Oil prices hit multi-month highs as Iran conflict threatens global supply routes
Crude surges toward its biggest weekly gain since April on escalating US-Iran tensions and Red Sea closure risks.

Oil prices are climbing because geopolitical risk is the only thing markets price faster than fundamentals.
Kuwait's report that Iran attacked a water desalination and power plant triggered the rally, but the real driver is the threat itself: a closure of the Red Sea would strand tankers and choke global crude flows. According to Reuters reports, oil settled higher on renewed US-Iran hostilities and the prospect of Red Sea transit collapse. Markets are not waiting for actual supply loss; they are bidding up crude on the possibility.
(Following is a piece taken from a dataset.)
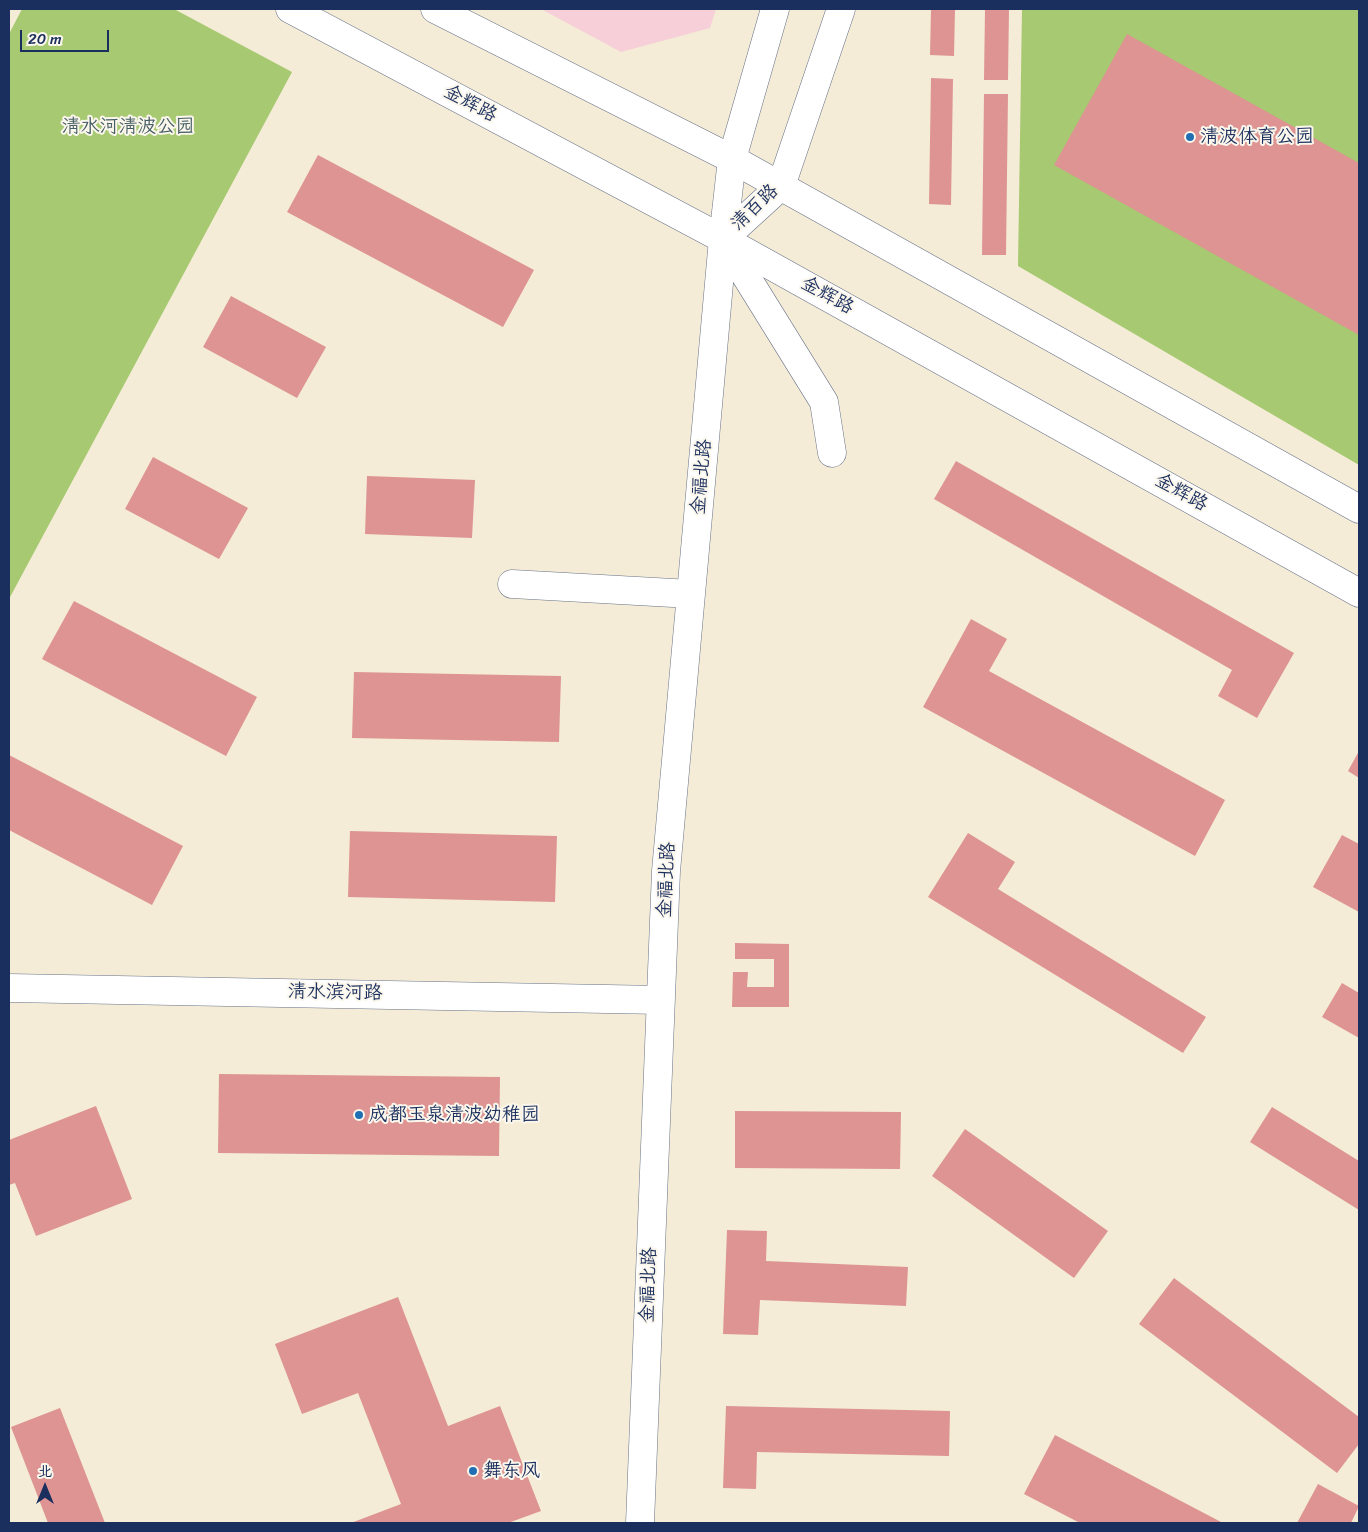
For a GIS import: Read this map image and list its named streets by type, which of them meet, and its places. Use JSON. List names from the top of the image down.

Crude is set for its biggest weekly surge since April, per OilPrice.com analysis. The scale matters because April's surge reflected commodity panic across multiple asset classes; this week's move is concentrated in energy. Silver prices hit 8-month lows and bitcoin and ethereum eased as airstrikes continued across Iran, suggesting investors are rotating out of risk assets and into perceived hedges like oil.
Higher crude prices have direct corporate winners. Yahoo Finance analysis estimates ExxonMobil's second-quarter profit could rise by $5 billion if oil prices remain elevated. For integrated energy firms, the calculation is simple: every dollar-per-barrel move multiplies across quarterly earnings. That dynamic inverts the usual market logic, geopolitical crisis becomes a profit story for energy majors.
The Tehran-Washington cycle is now a permanent pricing variable. Whether this week's surge holds depends on whether actual Iranian retaliation or US escalation follows the rhetoric. Markets are trading probability, not yet reality. That distinction matters: if tensions cool, crude could give back gains as quickly as it captured them. For now, the risk premium is real.